Saved data entries:
# # # # # # #

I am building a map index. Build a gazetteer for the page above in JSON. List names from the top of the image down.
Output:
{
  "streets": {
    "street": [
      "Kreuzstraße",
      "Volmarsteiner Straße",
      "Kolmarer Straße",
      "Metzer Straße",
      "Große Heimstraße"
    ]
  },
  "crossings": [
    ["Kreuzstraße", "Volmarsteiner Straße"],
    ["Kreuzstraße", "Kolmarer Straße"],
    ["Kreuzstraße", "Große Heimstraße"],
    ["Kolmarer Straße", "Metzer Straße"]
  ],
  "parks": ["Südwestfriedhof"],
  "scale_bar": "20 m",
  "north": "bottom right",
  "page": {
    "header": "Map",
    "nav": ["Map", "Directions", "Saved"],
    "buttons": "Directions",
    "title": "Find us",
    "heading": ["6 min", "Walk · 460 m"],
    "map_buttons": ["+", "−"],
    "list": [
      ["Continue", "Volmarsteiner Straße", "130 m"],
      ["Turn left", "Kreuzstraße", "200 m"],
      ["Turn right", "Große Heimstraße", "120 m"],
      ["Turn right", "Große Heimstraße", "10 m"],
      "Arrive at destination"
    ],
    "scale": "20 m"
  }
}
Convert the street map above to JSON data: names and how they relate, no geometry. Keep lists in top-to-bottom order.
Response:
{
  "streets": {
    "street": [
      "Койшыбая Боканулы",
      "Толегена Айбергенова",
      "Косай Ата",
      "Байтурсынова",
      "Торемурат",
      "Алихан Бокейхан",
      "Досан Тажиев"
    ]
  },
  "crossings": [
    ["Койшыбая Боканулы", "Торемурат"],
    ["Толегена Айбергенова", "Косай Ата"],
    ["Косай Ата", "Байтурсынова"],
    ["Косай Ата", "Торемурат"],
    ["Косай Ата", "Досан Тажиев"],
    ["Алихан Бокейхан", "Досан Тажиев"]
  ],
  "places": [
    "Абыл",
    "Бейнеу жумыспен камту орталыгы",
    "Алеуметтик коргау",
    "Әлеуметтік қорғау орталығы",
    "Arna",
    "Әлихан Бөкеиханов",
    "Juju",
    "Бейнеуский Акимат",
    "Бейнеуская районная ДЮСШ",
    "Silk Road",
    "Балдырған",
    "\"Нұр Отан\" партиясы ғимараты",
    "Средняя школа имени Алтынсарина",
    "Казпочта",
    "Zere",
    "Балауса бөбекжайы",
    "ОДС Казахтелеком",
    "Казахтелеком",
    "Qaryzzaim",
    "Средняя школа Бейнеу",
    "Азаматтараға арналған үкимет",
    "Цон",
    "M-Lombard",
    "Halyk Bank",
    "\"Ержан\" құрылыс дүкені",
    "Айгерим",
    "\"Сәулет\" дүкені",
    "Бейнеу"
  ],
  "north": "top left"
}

# # # # # # #

## PROBLEM:
Find the string "Койшыбая" in the data. Report each line it appears in.

## PROBLEM SOLUTION:
      "Койшыбая Боканулы",
    ["Койшыбая Боканулы", "Торемурат"],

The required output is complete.